● Task goal: Only lines containing the word "buttons" belong in the answer; copy each one from the records.

(Collected data entries)
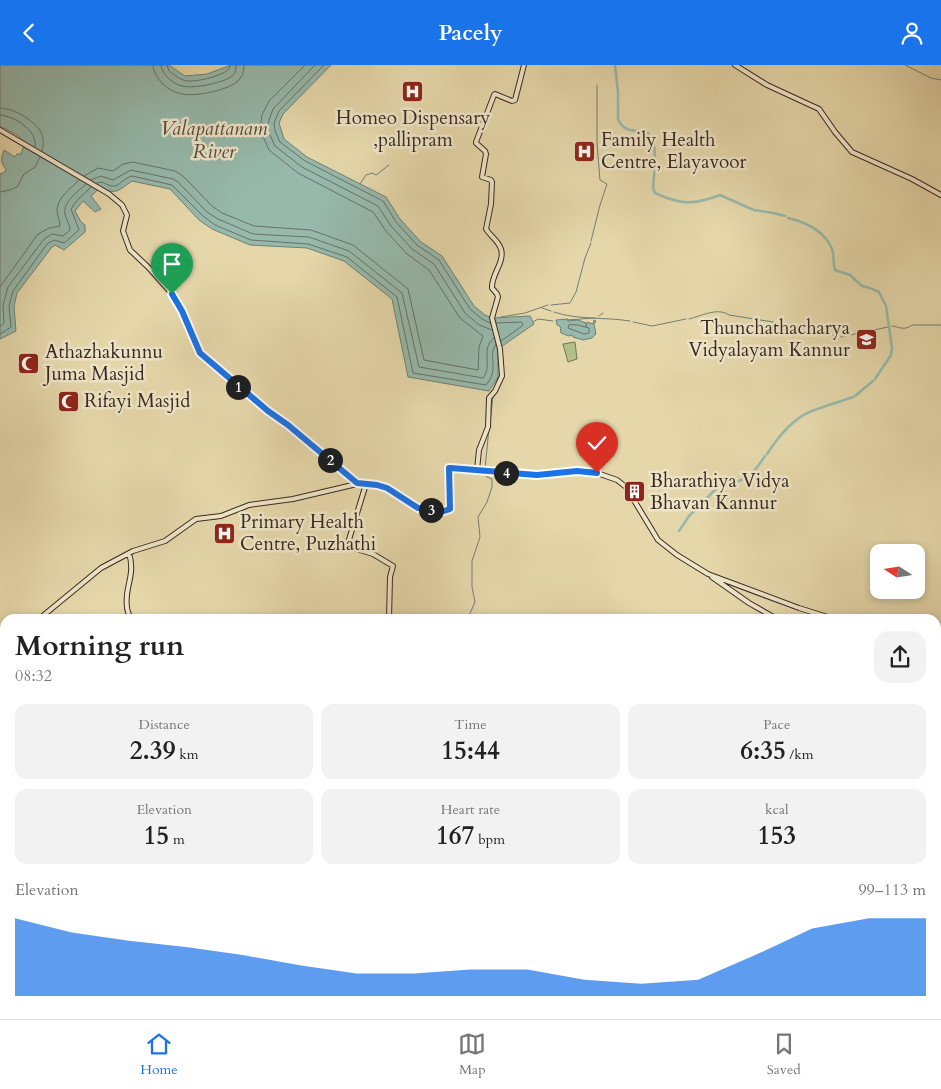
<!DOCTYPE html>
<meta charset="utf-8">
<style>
:root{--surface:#fff;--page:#f2f2f2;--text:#222;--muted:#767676;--line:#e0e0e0;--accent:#1a73e8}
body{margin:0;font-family:Cardo,serif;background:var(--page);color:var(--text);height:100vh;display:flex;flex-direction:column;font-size:19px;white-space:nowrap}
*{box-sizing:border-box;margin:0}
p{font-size:16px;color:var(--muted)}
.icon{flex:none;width:28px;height:28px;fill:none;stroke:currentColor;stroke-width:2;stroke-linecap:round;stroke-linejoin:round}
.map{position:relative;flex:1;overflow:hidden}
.panel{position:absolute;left:0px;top:549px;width:941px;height:406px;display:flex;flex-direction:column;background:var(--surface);border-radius:15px 15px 0 0;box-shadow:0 2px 8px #0003}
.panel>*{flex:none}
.needle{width:32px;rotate:282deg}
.buttons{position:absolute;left:870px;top:479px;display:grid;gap:10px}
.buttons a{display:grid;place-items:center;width:55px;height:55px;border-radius:10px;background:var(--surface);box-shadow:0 2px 8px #0003;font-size:25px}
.pin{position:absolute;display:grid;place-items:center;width:42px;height:42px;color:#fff;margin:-51px -21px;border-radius:50% 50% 50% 0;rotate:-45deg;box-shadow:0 0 5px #0007}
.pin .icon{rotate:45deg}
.km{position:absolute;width:25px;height:25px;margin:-12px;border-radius:50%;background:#222;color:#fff;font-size:14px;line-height:25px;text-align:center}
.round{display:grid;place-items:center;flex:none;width:52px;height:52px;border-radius:15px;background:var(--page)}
.head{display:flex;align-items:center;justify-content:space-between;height:85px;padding:0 15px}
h1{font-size:28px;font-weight:700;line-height:38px}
.figures{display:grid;grid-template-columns:repeat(3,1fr);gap:8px;height:85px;padding:5px 15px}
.figures div{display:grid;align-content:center;border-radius:12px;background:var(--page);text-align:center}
.figures b{font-size:25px;font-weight:700}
.figures small{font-size:14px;font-weight:400}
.figures p{font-size:14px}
.chart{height:140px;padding:10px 15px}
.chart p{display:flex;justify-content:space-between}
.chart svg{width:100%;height:90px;margin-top:5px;fill:var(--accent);opacity:.7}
header{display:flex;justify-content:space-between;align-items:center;height:65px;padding:0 15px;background:var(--accent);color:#fff;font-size:22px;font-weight:700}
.dock{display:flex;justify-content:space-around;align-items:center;height:70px;border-top:1px solid var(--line);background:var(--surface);font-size:14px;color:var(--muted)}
.dock a{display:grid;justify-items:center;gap:2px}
.dock .current{color:var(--accent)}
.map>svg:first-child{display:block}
.green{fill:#b3bf8a;stroke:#767456}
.water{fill:#96b9ac;stroke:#717f74}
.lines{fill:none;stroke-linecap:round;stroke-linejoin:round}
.shore{stroke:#687166;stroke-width:1}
.stream{stroke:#717f74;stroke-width:1}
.canal{stroke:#96b9ac;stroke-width:2.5}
.secondary-casing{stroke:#3a2921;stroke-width:6}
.trunk-casing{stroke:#3a2921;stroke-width:8}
.secondary{stroke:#eee5c8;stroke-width:4}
.trunk{stroke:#e5d7aa;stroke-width:5}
.route-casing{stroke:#fff;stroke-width:10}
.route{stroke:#1a73e8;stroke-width:6}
.labels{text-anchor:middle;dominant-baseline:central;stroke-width:5;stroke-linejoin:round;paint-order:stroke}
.poi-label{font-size:19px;fill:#3a2921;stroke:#eee5c8;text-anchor:start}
.water-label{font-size:20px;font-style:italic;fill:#514d44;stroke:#eee5c8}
</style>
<header><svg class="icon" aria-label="back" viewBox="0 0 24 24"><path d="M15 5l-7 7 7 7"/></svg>Pacely<svg class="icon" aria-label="person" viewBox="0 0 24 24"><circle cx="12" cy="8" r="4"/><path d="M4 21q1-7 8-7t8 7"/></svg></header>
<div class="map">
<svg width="941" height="954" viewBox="0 0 941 954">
<rect width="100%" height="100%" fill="#e5d7aa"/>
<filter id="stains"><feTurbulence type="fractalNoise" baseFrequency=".004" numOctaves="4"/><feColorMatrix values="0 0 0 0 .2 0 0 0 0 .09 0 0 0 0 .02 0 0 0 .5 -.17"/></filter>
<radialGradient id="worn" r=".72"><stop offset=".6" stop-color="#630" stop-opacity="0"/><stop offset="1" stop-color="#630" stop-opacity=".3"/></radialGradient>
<path class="green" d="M 575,277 L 577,294 L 568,297 L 563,279 Z"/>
<path class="water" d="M 0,0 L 169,0 L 185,11 L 207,9 L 231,0 L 331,0 L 283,49 L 279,58 L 284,74 L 307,92 L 386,132 L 400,154 L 421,177 L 442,191 L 474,241 L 485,250 L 492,253 L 530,251 L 534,259 L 498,284 L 498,312 L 489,326 L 408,312 L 392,234 L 344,196 L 307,183 L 250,180 L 212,164 L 199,155 L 170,124 L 132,116 C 119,125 115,131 101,122 L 91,131 L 101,144 L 95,147 L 83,136 L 75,146 L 81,157 L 85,160 L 85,167 L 64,185 L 55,180 L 52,182 L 17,228 L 14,241 L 16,266 L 0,274 L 0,109 L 5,107 L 6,104 C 0,97 1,94 4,85 L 15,92 L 17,89 L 21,89 L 25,77 L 17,70 L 0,61 Z
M 568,254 L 568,256 L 578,255 L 586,258 L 586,262 L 587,257 L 593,259 L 594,255 L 596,256 L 594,259 L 596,269 L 592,273 L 583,275 L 573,272 L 572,270 L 569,271 L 561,268 L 560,261 L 557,260 L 556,255 Z"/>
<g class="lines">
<path class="shore" d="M 153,0 C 154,14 169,27 182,29 C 195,32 230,25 239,15 C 243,10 244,6 244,0
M 161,0 C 162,10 173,19 182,21 C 192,24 224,18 232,11 C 236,8 236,4 236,0
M 167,0 L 169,6 C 173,9 178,13 183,15 C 192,19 222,11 229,4 L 230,0
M 315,0 L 273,44 L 268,58 L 269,68 L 275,81 L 302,102 L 378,141 L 391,161 L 412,184 L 434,199 L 465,248 L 479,260 L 492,265
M 324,0 L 279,46 L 274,58 L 275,66 L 280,77 L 305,96 L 383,136 L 396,157 L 417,180 L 439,195 L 470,244 L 482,254 L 490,258
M 0,43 C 14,43 38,57 42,70 C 44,76 43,81 42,86
M 0,50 C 15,51 38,66 35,82
M 84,111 L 98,103 L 113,106 L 123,99 L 133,97 L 175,106 L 183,111 L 212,141 L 222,148 L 254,161 L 311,165 L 353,180 L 408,224 L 424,295 L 478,305 L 479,282 L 483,271 L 460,253 L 429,205 L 407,189 L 386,166 L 373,147 L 298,108 L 269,85 L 261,67 L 261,57 L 262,50 L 269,36 L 305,0
M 91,115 L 101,111 L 113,115 L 131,105 L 173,114 L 178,117 L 207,147 L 218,154 L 253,169 L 309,172 L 349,186 L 402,228 L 419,302 L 483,313 C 493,301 480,283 494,273
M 97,118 L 102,117 C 120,127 117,116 132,111 L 172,120 L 203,151 L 215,160 L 251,175 L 308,179 L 347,192 L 397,232 L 413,308 L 486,320 C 500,304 487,292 496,279
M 0,127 L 10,125 L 17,122 L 24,109 L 35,102 L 40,92
M 0,222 L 38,169 L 49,163 L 60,161 C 60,156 57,150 57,145 C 58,131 71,124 79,115
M 496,258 L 521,257 L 523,259 L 522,261 L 501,276
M 578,260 L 589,263 L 589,268 L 584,269 L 568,263 L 569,260 Z
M 0,262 L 4,258 L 3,240 L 8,222 L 44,174 L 52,169 L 63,171 L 70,165 C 70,159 66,155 65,149 C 62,137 79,126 86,119
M 0,269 L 11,262 L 9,241 L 13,226 L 47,179 L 54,175 L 64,178 L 79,165 L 71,144 C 76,135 84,129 91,122"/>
<path class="stream" d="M 905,0 L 931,13 L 941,15
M 360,119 L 366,110 L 372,108 L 376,110 L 389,100
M 591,176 L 600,140 L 607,119 L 600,115 L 597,79 L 597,20
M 551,240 L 570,238 L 576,227 L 585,193 L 591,178
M 542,243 L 551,246
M 554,247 C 576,255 606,252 630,256
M 599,251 L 603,248
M 501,252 L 525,248 L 548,240
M 689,254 C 701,251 718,242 729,250 L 792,260 L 803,264 L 837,271
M 567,255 L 595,253
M 533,257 L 538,254 L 553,256
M 633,257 L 652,261 L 686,254
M 892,261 C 900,262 904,266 912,260 L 941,260
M 841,272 L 888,262
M 490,359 L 493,331
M 485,404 L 489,363
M 468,553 L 475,537 L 472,522 L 472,496 L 480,472 L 478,452 L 487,437 L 492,422 L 492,414 L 487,412 L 485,408"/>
<path class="canal" d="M 615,0 L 618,27 L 618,54 C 624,69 636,64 648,68 C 659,79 654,108 653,123 L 655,128 C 681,140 694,140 720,130 L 754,145 L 773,148 L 785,151
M 788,153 L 799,156
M 801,157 C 815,162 830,173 833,188 C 834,194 833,199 835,205 L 850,210 L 862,221 L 870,223
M 872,224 L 879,227 L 886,241 L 892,283 L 891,290 L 875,314
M 855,331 L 873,316
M 767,389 C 778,372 793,353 812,346 C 825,341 839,337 853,332
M 738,416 C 750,414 758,401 765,391
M 679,466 L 689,451 L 718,422 L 727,416 L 735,416"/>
<defs>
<path id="secondary" d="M 735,0 L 767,20 L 819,44 L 835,67 L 852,87 L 912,114 L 941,130
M 0,65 L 109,129 L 122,140 L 127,150 L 123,166 L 130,185 L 148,202 L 173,230 L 182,246 L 188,264 L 200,288 L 268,346 L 288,360 L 356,418
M 477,405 L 479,385 L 488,362 L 489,333 L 495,326 L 502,311 L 500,284 L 492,253 L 498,232 L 497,229 L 492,223 C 491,210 505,197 501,184 C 498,175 491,172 486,164 L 491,139 L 492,117 L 491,115 L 482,112 L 486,89 L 485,86 L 476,78 L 476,77 L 494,30 L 495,29 L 512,36 L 515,35 L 524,0
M 366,419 L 347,481 L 373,489 L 393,501 L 390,512 L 389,554
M 129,488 C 136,511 124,522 127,542 C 127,546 129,550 131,554
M 712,512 L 749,538 L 777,554
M 39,554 L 101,503 L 133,486 L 165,476 L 196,454 L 221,451 L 249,440 L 293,434 L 361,418 L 377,420 L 389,424 L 418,443 L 447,446 L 450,444 L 449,403 L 451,403 L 537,410 L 585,406 L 597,408 L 617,415 L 626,422 L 658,475 L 677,490 L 708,509 L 799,543 L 834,554
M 0,584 L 3,585 L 5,582
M 936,588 L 941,589
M 936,888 L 941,890
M 936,920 L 939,926 L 941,926
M 825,954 L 825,950"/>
<path id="trunk" d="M 936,723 L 941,703
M 936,732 L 939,722
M 0,830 L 5,826"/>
</defs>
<use href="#secondary" class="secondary-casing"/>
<use href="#trunk" class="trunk-casing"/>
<use href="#secondary" class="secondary"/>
<use href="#trunk" class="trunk"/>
</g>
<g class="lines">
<defs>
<path id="route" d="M 172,229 L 182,246 L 200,288 L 268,346 L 288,360 L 357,418 L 377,420 L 387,423 L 418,443 L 444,446 L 450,444 L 449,403 L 451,403 L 537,410 L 577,406 L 597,408"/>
</defs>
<use href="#route" class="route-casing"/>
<use href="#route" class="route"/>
</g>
<defs>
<symbol id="hospital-square" viewBox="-11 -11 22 22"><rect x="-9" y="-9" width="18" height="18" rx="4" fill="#8f2418" stroke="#eee5c8"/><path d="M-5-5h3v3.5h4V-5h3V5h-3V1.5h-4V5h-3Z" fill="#fff"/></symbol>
<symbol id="school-square" viewBox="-11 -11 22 22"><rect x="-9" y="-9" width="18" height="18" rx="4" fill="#8f2418" stroke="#eee5c8"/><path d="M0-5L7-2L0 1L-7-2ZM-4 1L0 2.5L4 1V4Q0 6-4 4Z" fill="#fff"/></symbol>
<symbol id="mosque-square" viewBox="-11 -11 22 22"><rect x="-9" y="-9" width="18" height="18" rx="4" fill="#8f2418" stroke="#eee5c8"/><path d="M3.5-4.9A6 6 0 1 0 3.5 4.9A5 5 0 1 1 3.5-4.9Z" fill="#fff"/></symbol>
<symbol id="building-square" viewBox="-11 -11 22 22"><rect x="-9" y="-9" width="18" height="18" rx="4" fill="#8f2418" stroke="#eee5c8"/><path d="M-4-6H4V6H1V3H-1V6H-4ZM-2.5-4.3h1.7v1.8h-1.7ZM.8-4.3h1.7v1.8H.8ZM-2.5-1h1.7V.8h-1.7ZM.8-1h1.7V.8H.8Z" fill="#fff"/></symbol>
</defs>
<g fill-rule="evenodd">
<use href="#hospital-square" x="400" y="14" width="25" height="25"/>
<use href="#hospital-square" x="572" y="74" width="25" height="25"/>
<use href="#school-square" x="854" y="262" width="25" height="25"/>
<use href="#mosque-square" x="16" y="286" width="25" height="25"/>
<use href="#mosque-square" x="56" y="324" width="25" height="25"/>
<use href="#building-square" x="622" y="414" width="25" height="25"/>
<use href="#hospital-square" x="212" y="456" width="25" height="25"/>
</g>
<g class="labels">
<g class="poi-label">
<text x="413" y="53" text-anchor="middle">Homeo Dispensary<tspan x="413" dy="22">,pallipram</tspan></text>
<text x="601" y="75">Family Health<tspan x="601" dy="22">Centre, Elayavoor</tspan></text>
<text x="850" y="263" text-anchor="end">Thunchathacharya<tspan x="850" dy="22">Vidyalayam Kannur</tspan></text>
<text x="45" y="287">Athazhakunnu<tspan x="45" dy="22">Juma Masjid</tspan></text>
<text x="84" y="336">Rifayi Masjid</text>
<text x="650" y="416">Bharathiya Vidya<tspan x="650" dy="22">Bhavan Kannur</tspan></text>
<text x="240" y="457">Primary Health<tspan x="240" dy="22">Centre, Puzhathi</tspan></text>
</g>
<g class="water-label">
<text x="214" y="63">Valapattanam<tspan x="214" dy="23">River</tspan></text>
</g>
</g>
<rect width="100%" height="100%" filter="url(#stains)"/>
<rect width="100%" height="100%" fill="url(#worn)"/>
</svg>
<div class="buttons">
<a><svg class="needle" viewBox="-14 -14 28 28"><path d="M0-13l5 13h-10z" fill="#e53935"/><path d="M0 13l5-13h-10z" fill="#767676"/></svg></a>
</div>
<div class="pin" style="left:172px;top:229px;background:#1e9e55"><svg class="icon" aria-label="arrive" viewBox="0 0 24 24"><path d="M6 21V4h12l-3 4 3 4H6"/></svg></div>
<div class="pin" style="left:597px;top:408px;background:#d93025"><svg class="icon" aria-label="check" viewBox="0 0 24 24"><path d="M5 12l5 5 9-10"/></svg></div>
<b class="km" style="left:238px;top:322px">1</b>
<b class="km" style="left:330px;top:395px">2</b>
<b class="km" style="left:431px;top:445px">3</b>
<b class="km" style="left:506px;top:408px">4</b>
<section class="panel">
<div class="head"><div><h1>Morning run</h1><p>08:32</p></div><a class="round"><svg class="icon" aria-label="share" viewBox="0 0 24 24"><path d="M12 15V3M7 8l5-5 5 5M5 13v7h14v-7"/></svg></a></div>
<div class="figures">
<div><p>Distance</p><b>2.39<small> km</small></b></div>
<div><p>Time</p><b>15:44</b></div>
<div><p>Pace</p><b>6:35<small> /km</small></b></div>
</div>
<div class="figures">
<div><p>Elevation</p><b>15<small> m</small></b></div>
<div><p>Heart rate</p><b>167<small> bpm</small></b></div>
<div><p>kcal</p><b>153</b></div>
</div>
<div class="chart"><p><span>Elevation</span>99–113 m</p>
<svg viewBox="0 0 160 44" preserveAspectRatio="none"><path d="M0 44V6L10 13L20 17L30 20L40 24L50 29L60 33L70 33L80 31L90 31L100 36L110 38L120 36L130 24L140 11L150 6L160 6V44z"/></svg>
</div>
</section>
</div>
<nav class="dock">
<a class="current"><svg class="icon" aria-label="home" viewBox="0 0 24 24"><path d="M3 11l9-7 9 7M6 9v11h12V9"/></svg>Home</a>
<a><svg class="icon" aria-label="map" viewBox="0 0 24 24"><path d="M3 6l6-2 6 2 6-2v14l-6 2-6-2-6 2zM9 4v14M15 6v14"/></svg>Map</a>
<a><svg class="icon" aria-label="saved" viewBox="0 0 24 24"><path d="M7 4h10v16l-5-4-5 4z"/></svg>Saved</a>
</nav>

● Written response:
.buttons{position:absolute;left:870px;top:479px;display:grid;gap:10px}
.buttons a{display:grid;place-items:center;width:55px;height:55px;border-radius:10px;background:var(--surface);box-shadow:0 2px 8px #0003;font-size:25px}
<div class="buttons">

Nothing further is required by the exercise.